TLDR version: Unholy has the best AOE damage/threat via mostly passive or easy-to-use abilities such as unholy blight (which is great for spreading Ebon Plague, which makes all the other AOE abilities scream in joys of synergy). Unholy also enjoys access to the best on-demand physical AND magical mitigation tools in the form of bone shield, magic suppression, and AMZ, in addition to our highest damage single target hitter. Unholy also enjoys the monopoly on some of our best pvp talents.

Friday, September 26, 2008

PvP feedback on the changes (nerfs):

As far as chains goes, it's just a little bit frustrating having both dispels and freedom counter the snare, and without putting 1 point into chillblains, I can't cover the snare with other debuffs the way frost mages can cover nova/sheeps with winters chill, locks can cover fears with more dots, rogues can cover one poison with another, etc.

There were essentially 3 things that really made chains of ice really strong:

1. Undispelable.
2. Incredible range for an instant root/snare.
3. The amount it snares (as it's technically a root at first without DR)


When you combine them, it's over the top. I'm guessing because if you went with changing either point 2 or 3, you'd end up with just another hamstring, which is effective, but boring. Class homogenization sucks, but then again, so does getting kited. I hope this isn't going to be the final implementation.

Perhaps our PvP gloves should probably updated with a new bonus. Perhaps one that grants either an additional cooldown reduction on death grip (which is incredibly good when combined with chains), or a buff to the undispelable chance for chains instead.

A five second reduction off a 2 minute cooldown on strangulate (which is a nerf that I think was a bit overdone) has suddenly lost a lot of appeal. :)

Also, I feel like AMS is just another psuedo Cloak of Shadows now. The thing about AMS was that it was great to use to absorb damage, which filled RP, which could then be used for different purposes.

Can we just get the immunity to CC effects removed, and have the cooldown significantly lowered? I don't want to be immune to magic classes, but merely take less damage from them. Being immune to binary spells is what realy made the ability stupid. I'd be more than OK at this point if I could simply get feared/polied when it's up.

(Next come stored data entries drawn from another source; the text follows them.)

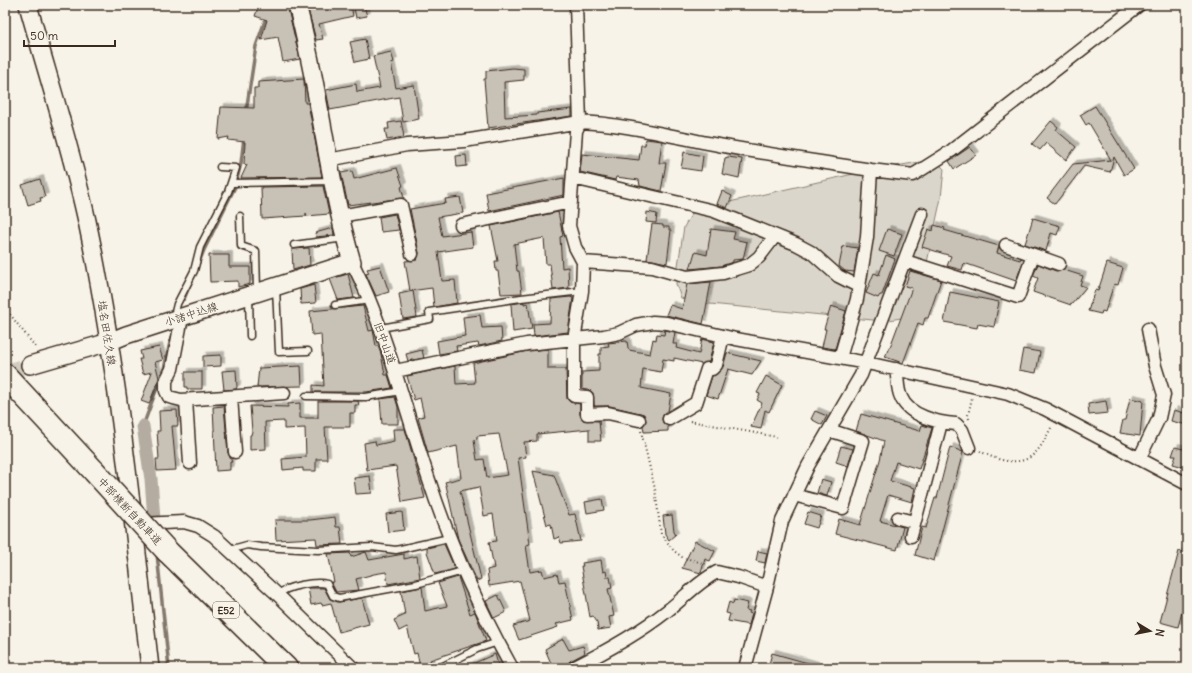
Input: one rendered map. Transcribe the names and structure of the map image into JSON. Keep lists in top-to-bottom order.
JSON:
{
  "streets": {
    "highway": ["中部横断自動車道", "E52"],
    "main road": ["小諸中込線", "塩名田佐久線", "旧中山道"]
  },
  "crossings": [
    ["小諸中込線", "塩名田佐久線"],
    ["小諸中込線", "旧中山道"]
  ],
  "scale_bar": "50 m",
  "north": "right"
}
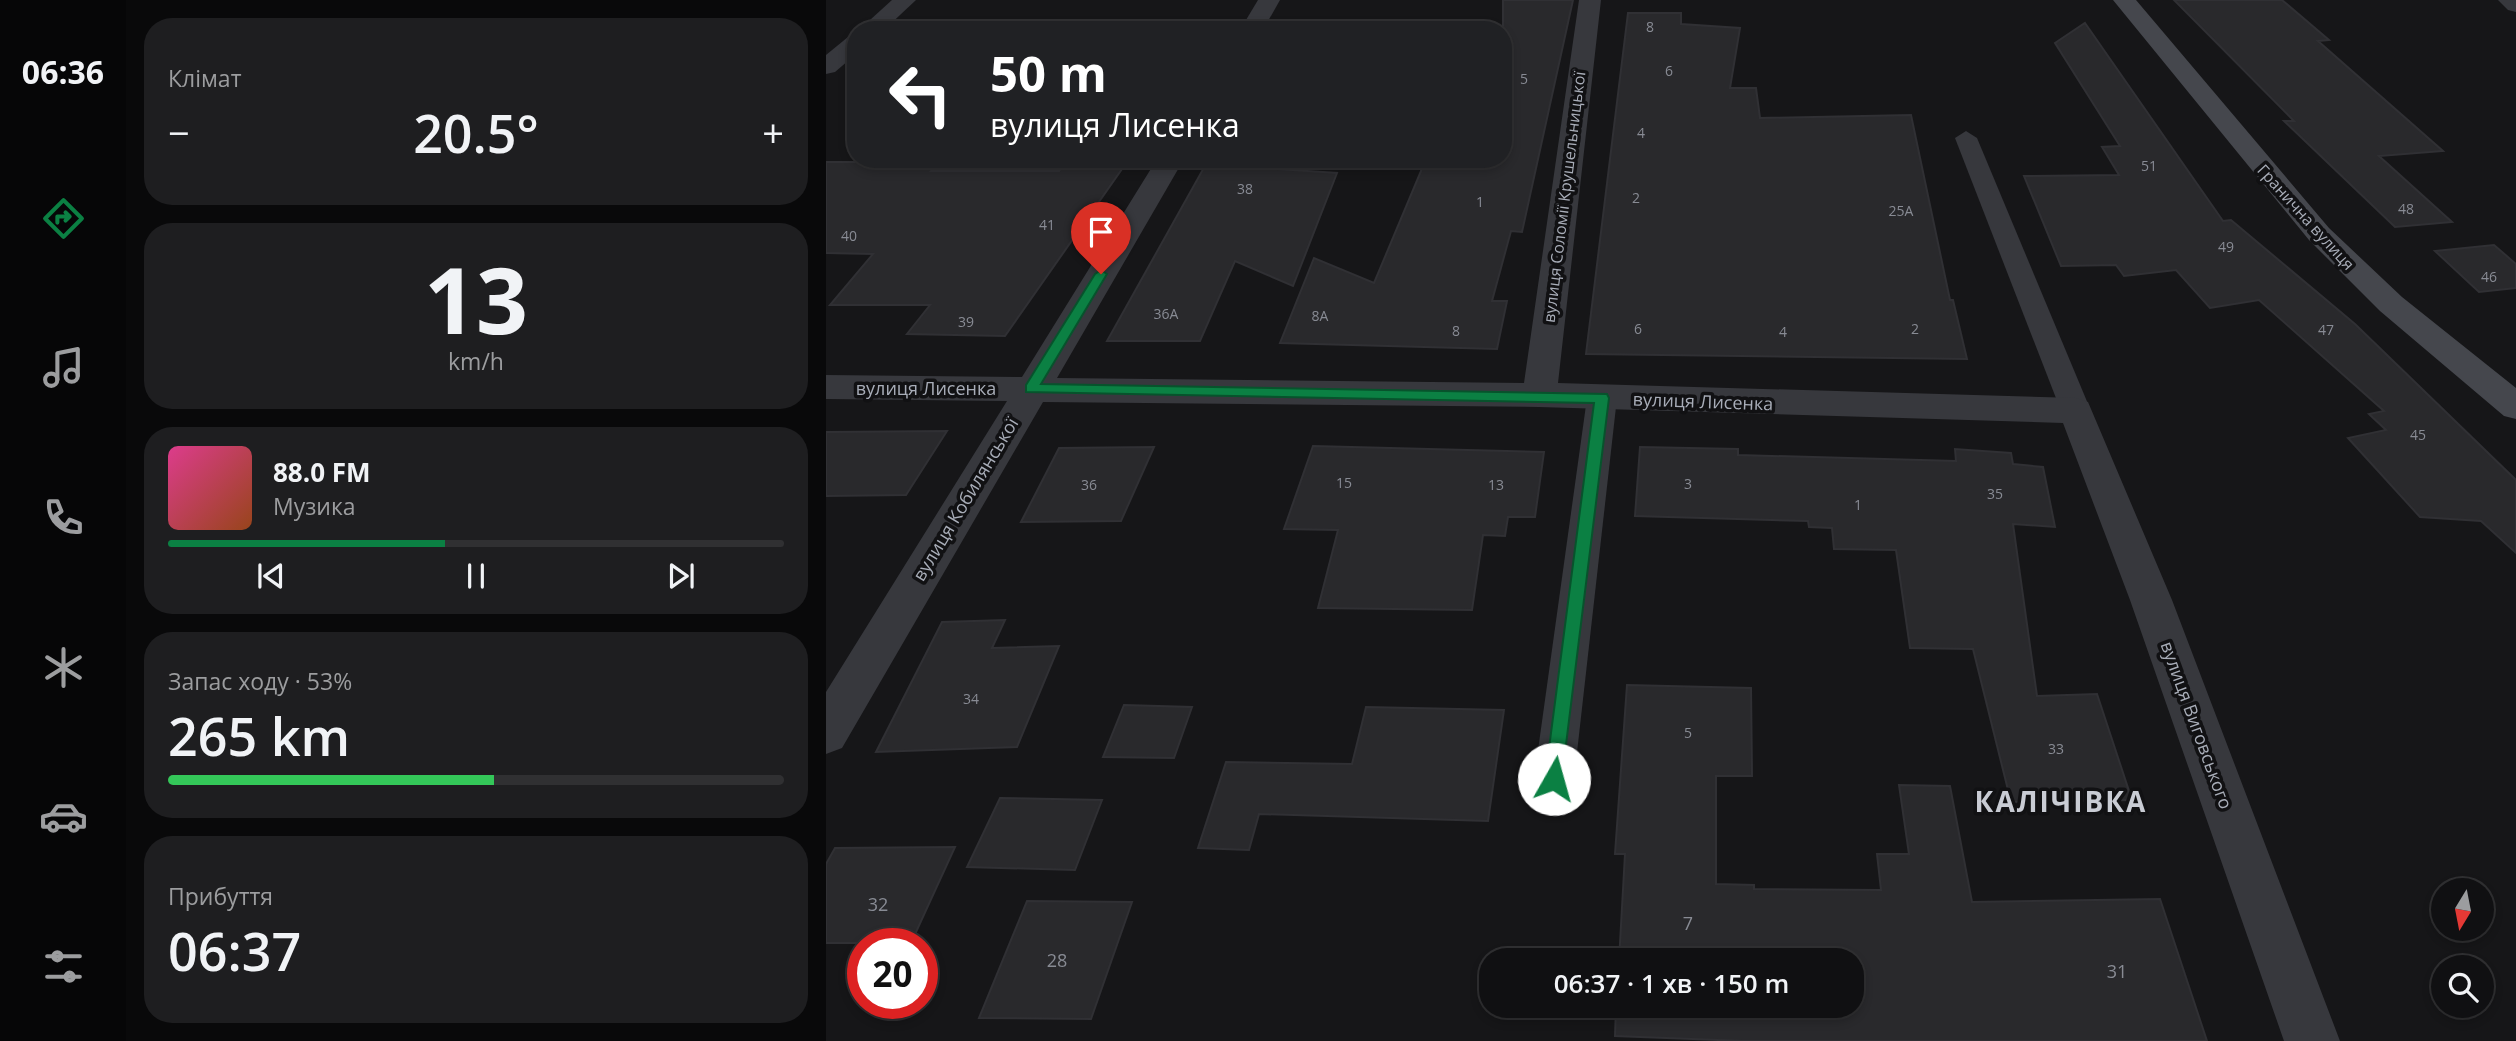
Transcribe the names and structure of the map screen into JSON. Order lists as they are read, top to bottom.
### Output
{
  "streets": {
    "street": [
      "вулиця Соломії Крушельницької",
      "Гранична вулиця",
      "вулиця Лисенка",
      "вулиця Кобилянської",
      "вулиця Виговського"
    ]
  },
  "crossings": [
    ["вулиця Соломії Крушельницької", "вулиця Лисенка"],
    ["вулиця Лисенка", "вулиця Кобилянської"],
    ["вулиця Лисенка", "вулиця Виговського"]
  ],
  "districts": ["КАЛІЧІВКА"],
  "house_numbers": [
    "8",
    "6",
    "5",
    "4",
    "51",
    "38",
    "2",
    "1",
    "48",
    "25А",
    "41",
    "40",
    "49",
    "46",
    "36А",
    "8А",
    "39",
    "6",
    "2",
    "47",
    "8",
    "4",
    "45",
    "15",
    "3",
    "36",
    "13",
    "35",
    "1",
    "34",
    "5",
    "33",
    "32",
    "7",
    "28",
    "31"
  ],
  "north": "bottom",
  "page": {
    "tabs": "06:36",
    "tile": [
      "Клімат",
      ["13", "km/h"],
      ["Запас ходу · 53%", "265 km"],
      ["Прибуття", "06:37"]
    ],
    "turn": ["50 m", "вулиця Лисенка"],
    "heat": ["−", "20.5°", "+"],
    "song": ["88.0 FM", "Музика"],
    "limit": "20",
    "trip": "06:37 · 1 хв · 150 m"
  }
}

Using AMS to negate damage in pvp and pve was cool, especially when it had this neat mechanic that let you charge RP while getting kited by someone nuking you. Even if you lowered the amount that it absorbed, that would be fine. A 1 minute cooldown AMS feels pretty gimmicky right now, and it really takes a lot of the fun factor out. Make it less effective than before, but available more often.

It's a fun ability, but no one wants it to be overpowered (especially non DKs), and DKs want to actually be able to use it.

I don't think AMS should make DKs immune to CC and damage (or mitigate most of it) at the same time.

Look at zerker rage for warriors. Fear immunity every for 1/3 of the match, at least. Can you imagine how people would feel if it made you immune to both fear AND an entire line of damage (magical or physical)? People would be saying the same thing about zerker rage if it was like that. You can't have both. It's just not fair or balanced.

It really needs to be one or the other, and being immune or having high mitigation to magical CC just doesn't translate as well to PvE, nor does it work well with that whole 'absorb-damage-to-charge-RP' thing.

Thursday, September 25, 2008

Completely not wow related at all, but:

If anyone's wondering what's really going on with the U.S.'s economy right now, you might start looking here.

I sincerely hope anyone who even remotely cares to watch it. You even might learn a thing or two.

Latest build thoughts:

I had time to mess around with the changes a bit last night, and I wanted to bring up a few things. Some of these things have been around and still need looking at.

Blood:

Subversion: Now that blood strike has seen more love (and obliterate will soon, if I'm not mistaken), this is an even better talent.

Scent of blood: still only works against melee and ranged, and not against application of spells. Now that AMS cooldown has been pushed back considerably (which I often used for RP generation vs spells), is it possible to have this affect spell applications as well? Would this talent be overpowered if it procced off of auto attack damage as well? It's pretty useless right now if you're on the offense and noone is hitting you back.

Vendetta: One of the best grinding talents we have, but ultimately useless at 80. Unholy has necrosis for auto attack damage. Can't this provide an ancilary benefit via additional lifeleech via auto attacks only, or something else to make it more attractive at end game?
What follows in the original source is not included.